::: Available data
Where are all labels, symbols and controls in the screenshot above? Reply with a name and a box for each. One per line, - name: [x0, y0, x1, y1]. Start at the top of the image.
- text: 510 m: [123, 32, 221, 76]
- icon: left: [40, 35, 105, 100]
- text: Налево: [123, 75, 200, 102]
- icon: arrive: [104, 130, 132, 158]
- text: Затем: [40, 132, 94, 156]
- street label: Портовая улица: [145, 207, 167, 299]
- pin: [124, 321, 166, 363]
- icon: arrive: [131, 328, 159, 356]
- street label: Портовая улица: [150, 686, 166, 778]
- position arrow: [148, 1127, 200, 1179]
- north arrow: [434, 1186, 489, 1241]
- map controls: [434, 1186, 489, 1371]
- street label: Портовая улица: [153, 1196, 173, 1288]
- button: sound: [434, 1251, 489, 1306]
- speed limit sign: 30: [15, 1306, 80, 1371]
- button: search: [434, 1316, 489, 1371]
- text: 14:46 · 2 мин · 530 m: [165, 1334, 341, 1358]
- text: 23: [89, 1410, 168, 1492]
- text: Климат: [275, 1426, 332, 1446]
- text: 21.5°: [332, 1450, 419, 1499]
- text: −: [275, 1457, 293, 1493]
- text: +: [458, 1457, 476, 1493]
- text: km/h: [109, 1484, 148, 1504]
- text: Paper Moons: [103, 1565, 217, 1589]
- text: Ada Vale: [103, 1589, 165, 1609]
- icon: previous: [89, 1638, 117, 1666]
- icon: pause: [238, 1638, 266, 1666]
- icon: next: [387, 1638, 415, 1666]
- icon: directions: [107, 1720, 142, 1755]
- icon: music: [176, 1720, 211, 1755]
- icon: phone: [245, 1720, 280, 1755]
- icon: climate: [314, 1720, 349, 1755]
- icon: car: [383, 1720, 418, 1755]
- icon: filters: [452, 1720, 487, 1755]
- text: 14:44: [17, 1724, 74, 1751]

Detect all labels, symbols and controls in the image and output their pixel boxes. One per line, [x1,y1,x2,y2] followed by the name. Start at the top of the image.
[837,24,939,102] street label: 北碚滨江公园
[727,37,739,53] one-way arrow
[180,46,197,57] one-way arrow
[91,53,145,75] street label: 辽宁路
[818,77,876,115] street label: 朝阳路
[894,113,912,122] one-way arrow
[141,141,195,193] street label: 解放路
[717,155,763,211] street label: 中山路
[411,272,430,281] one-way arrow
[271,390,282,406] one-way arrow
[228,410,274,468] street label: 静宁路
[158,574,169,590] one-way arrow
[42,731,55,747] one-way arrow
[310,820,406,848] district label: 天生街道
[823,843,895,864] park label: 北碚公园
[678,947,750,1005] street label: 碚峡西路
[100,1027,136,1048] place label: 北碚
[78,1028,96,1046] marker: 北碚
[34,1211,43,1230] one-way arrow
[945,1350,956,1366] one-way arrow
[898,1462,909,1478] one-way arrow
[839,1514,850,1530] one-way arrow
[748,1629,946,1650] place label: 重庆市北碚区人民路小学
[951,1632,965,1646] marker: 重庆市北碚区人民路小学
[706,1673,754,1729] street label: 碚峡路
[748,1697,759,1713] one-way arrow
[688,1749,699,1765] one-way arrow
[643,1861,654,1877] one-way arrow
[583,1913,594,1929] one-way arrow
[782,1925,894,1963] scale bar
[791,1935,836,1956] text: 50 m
::::::
What to do:
Print the material once more, exactly as it appears.

Answer area:
Where are all labels, symbols and controls in the screenshot above? Reply with a name and a box for each. One per line, - name: [x0, y0, x1, y1]. Start at the top of the image.
- text: 510 m: [123, 32, 221, 76]
- icon: left: [40, 35, 105, 100]
- text: Налево: [123, 75, 200, 102]
- icon: arrive: [104, 130, 132, 158]
- text: Затем: [40, 132, 94, 156]
- street label: Портовая улица: [145, 207, 167, 299]
- pin: [124, 321, 166, 363]
- icon: arrive: [131, 328, 159, 356]
- street label: Портовая улица: [150, 686, 166, 778]
- position arrow: [148, 1127, 200, 1179]
- north arrow: [434, 1186, 489, 1241]
- map controls: [434, 1186, 489, 1371]
- street label: Портовая улица: [153, 1196, 173, 1288]
- button: sound: [434, 1251, 489, 1306]
- speed limit sign: 30: [15, 1306, 80, 1371]
- button: search: [434, 1316, 489, 1371]
- text: 14:46 · 2 мин · 530 m: [165, 1334, 341, 1358]
- text: 23: [89, 1410, 168, 1492]
- text: Климат: [275, 1426, 332, 1446]
- text: 21.5°: [332, 1450, 419, 1499]
- text: −: [275, 1457, 293, 1493]
- text: +: [458, 1457, 476, 1493]
- text: km/h: [109, 1484, 148, 1504]
- text: Paper Moons: [103, 1565, 217, 1589]
- text: Ada Vale: [103, 1589, 165, 1609]
- icon: previous: [89, 1638, 117, 1666]
- icon: pause: [238, 1638, 266, 1666]
- icon: next: [387, 1638, 415, 1666]
- icon: directions: [107, 1720, 142, 1755]
- icon: music: [176, 1720, 211, 1755]
- icon: phone: [245, 1720, 280, 1755]
- icon: climate: [314, 1720, 349, 1755]
- icon: car: [383, 1720, 418, 1755]
- icon: filters: [452, 1720, 487, 1755]
- text: 14:44: [17, 1724, 74, 1751]

Detect all labels, symbols and controls in the image and output their pixel boxes. One per line, [x1,y1,x2,y2] followed by the name. Start at the top of the image.
[837,24,939,102] street label: 北碚滨江公园
[727,37,739,53] one-way arrow
[180,46,197,57] one-way arrow
[91,53,145,75] street label: 辽宁路
[818,77,876,115] street label: 朝阳路
[894,113,912,122] one-way arrow
[141,141,195,193] street label: 解放路
[717,155,763,211] street label: 中山路
[411,272,430,281] one-way arrow
[271,390,282,406] one-way arrow
[228,410,274,468] street label: 静宁路
[158,574,169,590] one-way arrow
[42,731,55,747] one-way arrow
[310,820,406,848] district label: 天生街道
[823,843,895,864] park label: 北碚公园
[678,947,750,1005] street label: 碚峡西路
[100,1027,136,1048] place label: 北碚
[78,1028,96,1046] marker: 北碚
[34,1211,43,1230] one-way arrow
[945,1350,956,1366] one-way arrow
[898,1462,909,1478] one-way arrow
[839,1514,850,1530] one-way arrow
[748,1629,946,1650] place label: 重庆市北碚区人民路小学
[951,1632,965,1646] marker: 重庆市北碚区人民路小学
[706,1673,754,1729] street label: 碚峡路
[748,1697,759,1713] one-way arrow
[688,1749,699,1765] one-way arrow
[643,1861,654,1877] one-way arrow
[583,1913,594,1929] one-way arrow
[782,1925,894,1963] scale bar
[791,1935,836,1956] text: 50 m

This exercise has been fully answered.